I'm sharing here in the hope that someone wants to implement it. I don't think it would compress better than any existing one, but would open the field for future specific improvements. That's why for now it's not my priority.
Here, more or less the first Mb of enwik8 just with the lowercase words: https://mega.nz/#!lt1HgIbA!Onm7b8NRHICnOUkBW5PZnV4kxF7H0j927N69FfB 0hjo
Getting a dictionary out of it should be easy as a explode with the " " char, index words as array keys and get that array of keys. The dictionary includes all and every word.
I think the dict should be sorted and searched binary for the better timing, I had not worked with hashing, if you think it would be better, please explain so.
A future improvement would be threat different the unique occurrences. If this is the only thing stopping you from implementing it, give me a shout and I would do.
The logic is to trim the file to half its size by xoring each 2 bytes. So the compressed file would count half + dictionary size.
This can be done recursively up to the point that the dictionary entries are not worth, there has to be created a dictionary for each recursive xor process. There is room for improvement here also.

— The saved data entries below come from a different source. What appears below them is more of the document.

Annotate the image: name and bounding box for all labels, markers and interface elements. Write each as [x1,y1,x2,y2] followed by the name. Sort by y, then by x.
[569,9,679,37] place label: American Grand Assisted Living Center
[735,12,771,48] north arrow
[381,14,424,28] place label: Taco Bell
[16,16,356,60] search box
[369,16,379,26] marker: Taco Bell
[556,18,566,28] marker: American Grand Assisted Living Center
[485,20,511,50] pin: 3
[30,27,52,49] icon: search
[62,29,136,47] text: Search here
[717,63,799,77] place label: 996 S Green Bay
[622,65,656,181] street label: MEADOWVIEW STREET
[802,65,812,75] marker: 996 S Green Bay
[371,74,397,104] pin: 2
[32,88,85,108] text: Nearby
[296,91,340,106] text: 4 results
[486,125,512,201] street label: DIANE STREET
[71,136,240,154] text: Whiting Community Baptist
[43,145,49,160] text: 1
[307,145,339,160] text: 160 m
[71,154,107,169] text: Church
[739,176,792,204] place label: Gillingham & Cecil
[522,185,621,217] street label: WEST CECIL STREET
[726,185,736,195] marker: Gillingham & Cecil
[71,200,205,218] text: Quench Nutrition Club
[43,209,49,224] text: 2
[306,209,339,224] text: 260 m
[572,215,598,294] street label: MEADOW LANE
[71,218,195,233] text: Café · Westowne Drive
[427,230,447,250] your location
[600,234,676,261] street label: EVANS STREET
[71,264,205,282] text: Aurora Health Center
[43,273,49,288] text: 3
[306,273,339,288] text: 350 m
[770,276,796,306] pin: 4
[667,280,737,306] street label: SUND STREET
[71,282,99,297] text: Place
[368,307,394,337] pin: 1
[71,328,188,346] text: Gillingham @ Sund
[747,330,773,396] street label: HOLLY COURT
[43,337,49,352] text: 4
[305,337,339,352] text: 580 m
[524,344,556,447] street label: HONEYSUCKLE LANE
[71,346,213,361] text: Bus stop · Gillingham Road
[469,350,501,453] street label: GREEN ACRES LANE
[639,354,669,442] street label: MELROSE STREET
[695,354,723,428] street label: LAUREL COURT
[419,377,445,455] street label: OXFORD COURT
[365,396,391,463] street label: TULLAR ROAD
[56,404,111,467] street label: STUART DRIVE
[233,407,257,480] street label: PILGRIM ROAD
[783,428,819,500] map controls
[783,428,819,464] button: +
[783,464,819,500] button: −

Decompressor logic (almost pseudocode):
Up to a loop of the length of the max length word, it will build all the options from reversing the xor process.
For binary example:
if xor is 1, the input was 01 or 10, so if one of them is in the dict we output the word and move on.
If not we add to the previous, so next iteration we have like: 0101, 1001, 0110, 1010. We check those on dict, if match output, if not move on.
So at one point we maybe had output one that was at the dictionary but was not correct, as it should be other option. Then the stream probably would get stuck.
We here move back 1 step each time until the last choice and choose the next choice instead the first one and check then if we can get to the end.
Unlikely but possible, that other wrong solution get us to the end of the output, we would have to resort to flags in such critical points of the decoding like, at position x take y choice.
For this lowercase trim of one 1mb of enwik, words fill like 800kb. Compressed with xor in 1/2 + Dict size is like 100kb (uncompressed). Total of ~500
This output xor file should be able to be compressed also.
Now I'm guessing for a "recursive" or looped compression of 2 times, it should trim original size from 800 to 1/4 = 200. Dictionaries would weight 100 + ~150 (100-200). Total of ~450
For three times... each iteration is guessing more so if someone could calculate beforehand would be welcome:
xored 100 + 250 (2 prev dicts) + 200 dict (100-300). So it's not worth unless the dictionary could be merged or otherwise improved.
Any brave coders gonna prove me right or wrong? Or willing to work with me?